Menurut dia, dosis obat keras yang masuk ke tubuh korban diperkirakan sekitar tiga sentimeter (CC) atau mililiter (ml).
Ia mengatakan: “Masih diragukan. Nanti ahli patologi forensik akan memeriksa jumlah total obat yang ada di tubuh korban. Diduga korban meninggal karena narkoba.” Hasil postmortem korban
Kapolres Semarang Kompol Erin Anwar membeberkan hasil kematian para korban.
Berdasarkan hasil visum, Auliya disebutkan meninggal karena sesak napas.
Arwan mengatakan, Olya tidak serta merta mengakhiri nyawanya, tapi bisa saja karena kelalaiannya sendiri.
“Soal bunuh diri itu belum bisa dipastikan, karena bisa jadi karena kelalaian Anda, Anda memberikan obat pereda nyeri di luar resep. Namun, masih kami dalami,” kata Erwan, Jumat. 2024). com.
Sementara itu, pihak keluarga tidak meminta dilakukan otopsi karena tidak ditemukan tanda-tanda kekerasan pada tubuh korban.
Sementara terkait pelecehan tersebut, Erin mengaku belum mendapat petunjuk dari saksi atau bukti terkait hal tersebut.
“Sejauh ini belum ada tindakan ke arah itu. Kita butuh saksi dan bukti. Kalau ada pelecehan dan perundungan, kita akan segera ambil tindakan hukum,” sambungnya.
Rektor Semarang Indip Saharmono sebelumnya membantah dalam keterangan tertulis bahwa kematian korban akibat pelecehan.
Saharamono mengatakan Olya memiliki gangguan kesehatan yang mempengaruhi proses belajarnya.
“Internasional mempunyai gangguan kesehatan yang dapat mempengaruhi proses pembelajaran,” ujarnya dalam keterangan tertulis, Kamis.
Ia juga menjelaskan, korban merupakan penerima beasiswa sehingga secara administratif terikat dengan aturan pemberi beasiswa.
“Almarhum terpikir untuk mengundurkan diri, namun beasiswanya terikat,” jelasnya.

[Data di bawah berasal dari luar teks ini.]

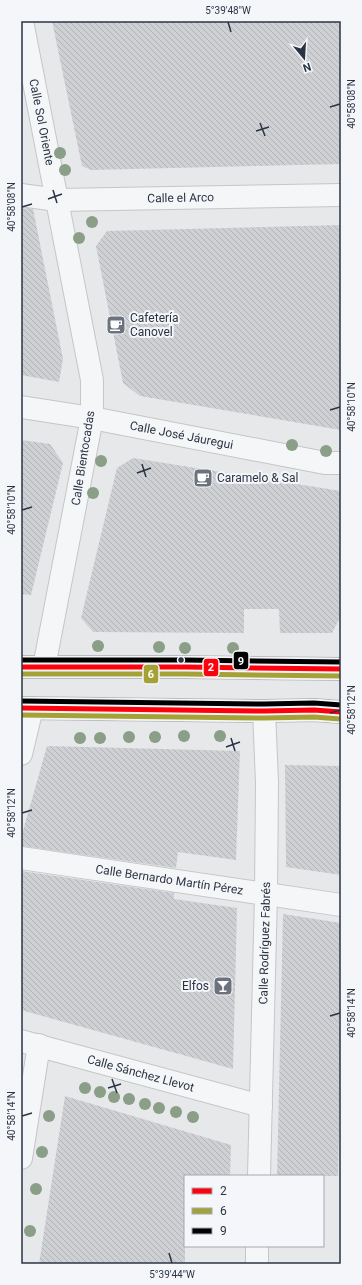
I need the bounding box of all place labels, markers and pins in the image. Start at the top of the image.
place label: Cafetería Canovel [130,311,179,339]
cafe icon: Cafetería Canovel [105,314,127,336]
cafe icon: Caramelo & Sal [192,467,214,489]
place label: Caramelo & Sal [217,471,298,485]
unlabelled marker [176,655,186,665]
bar icon: Elfos [212,975,234,997]
place label: Elfos [182,979,209,993]

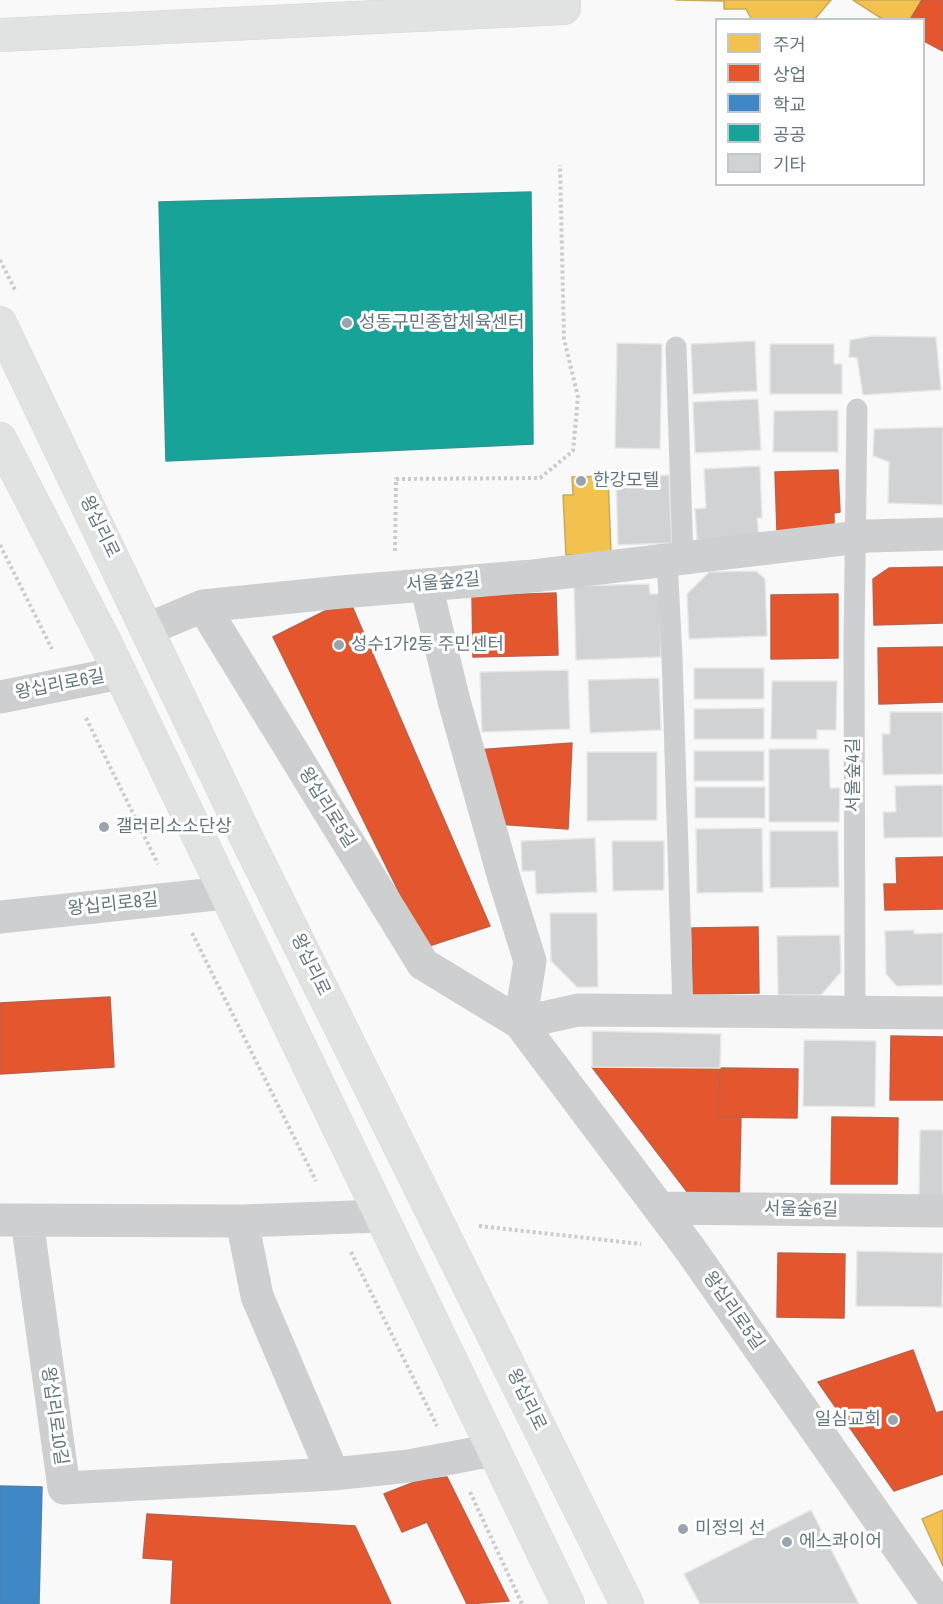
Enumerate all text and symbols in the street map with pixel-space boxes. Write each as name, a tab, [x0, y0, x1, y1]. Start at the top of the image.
legend	[715, 18, 925, 186]
text: 주거	[773, 32, 806, 57]
text: 상업	[773, 62, 806, 87]
text: 학교	[773, 92, 806, 117]
text: 공공	[773, 122, 806, 147]
text: 기타	[773, 152, 806, 177]
place label: 성동구민종합체육센터	[359, 312, 525, 334]
marker: 성동구민종합체육센터	[340, 316, 354, 330]
place label: 한강모텔	[593, 470, 659, 492]
marker: 한강모텔	[574, 474, 588, 488]
street label: 왕십리로	[75, 492, 123, 562]
street label: 서울숲2길	[405, 569, 481, 597]
place label: 성수1가2동 주민센터	[351, 634, 504, 656]
marker: 성수1가2동 주민센터	[332, 638, 346, 652]
street label: 왕십리로6길	[13, 666, 107, 704]
street label: 서울숲4길	[843, 738, 865, 812]
street label: 왕십리로5길	[294, 764, 360, 852]
place label: 갤러리소소단상	[116, 816, 232, 838]
marker: 갤러리소소단상	[97, 820, 111, 834]
street label: 왕십리로8길	[67, 890, 159, 920]
street label: 왕십리로	[286, 930, 334, 1000]
street label: 서울숲6길	[764, 1199, 838, 1221]
street label: 왕십리로5길	[698, 1268, 768, 1354]
street label: 왕십리로10길	[36, 1365, 72, 1467]
street label: 왕십리로	[502, 1365, 550, 1435]
place label: 일심교회	[815, 1409, 881, 1431]
marker: 일심교회	[886, 1413, 900, 1427]
place label: 미정의 선	[695, 1518, 765, 1540]
marker: 미정의 선	[676, 1522, 690, 1536]
place label: 에스콰이어	[799, 1531, 882, 1553]
marker: 에스콰이어	[780, 1535, 794, 1549]

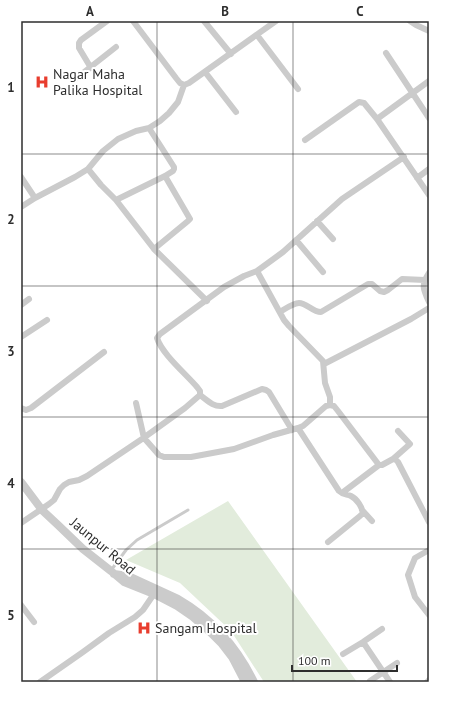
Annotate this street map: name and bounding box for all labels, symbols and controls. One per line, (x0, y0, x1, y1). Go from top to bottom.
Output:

Sementara itu, Dr.RSUP. Creedy enggan menanggapi tudingan korban lembur dan pelecehan.
Dr Karimi Semarang, Humas RSUP Aditya mengatakan, hal itu bisa diminta langsung ke pihak terkait.
“Kami belum tahu, polisi juga sedang mendalami kasus ini (pelecehan). Soal jam kerja (berlebihan), mohon konfirmasi ke pihak prodi (Undip),” jelas Adit, Kamis.
Penolakan
Dengan adanya pemberitaan di atas, mereka tidak ingin mendorong siapapun untuk melakukan hal tersebut.
Bunuh diri bisa terjadi ketika seseorang mengalami depresi dan tidak ada orang yang dapat membantu.
Jika Anda mempunyai masalah yang sama, jangan menyerah dan putuskan untuk mengakhiri hidup.
Anda tidak sendirian, layanan konseling dapat membantu mengurangi kecemasan Anda.
Berbagai saluran tersedia bagi pembaca untuk menghindari praktik ini.
Pembaca dapat menghubungi hotline kesehatan mental Departemen Kesehatan (021-500-454) atau LSM Don’t Suicide (021 9696 9293) atau email Don’t Kill [email protected].
Sebagian artikelnya telah tayang di TribuJateng.com dengan judul Catatan Harian Dokter Olya, Mahasiswa Anestesiologi PPDS Indip yang Meninggal di Sebuah Wisma di Semarang dan Saat Ini Sedang Diperiksa Polisi.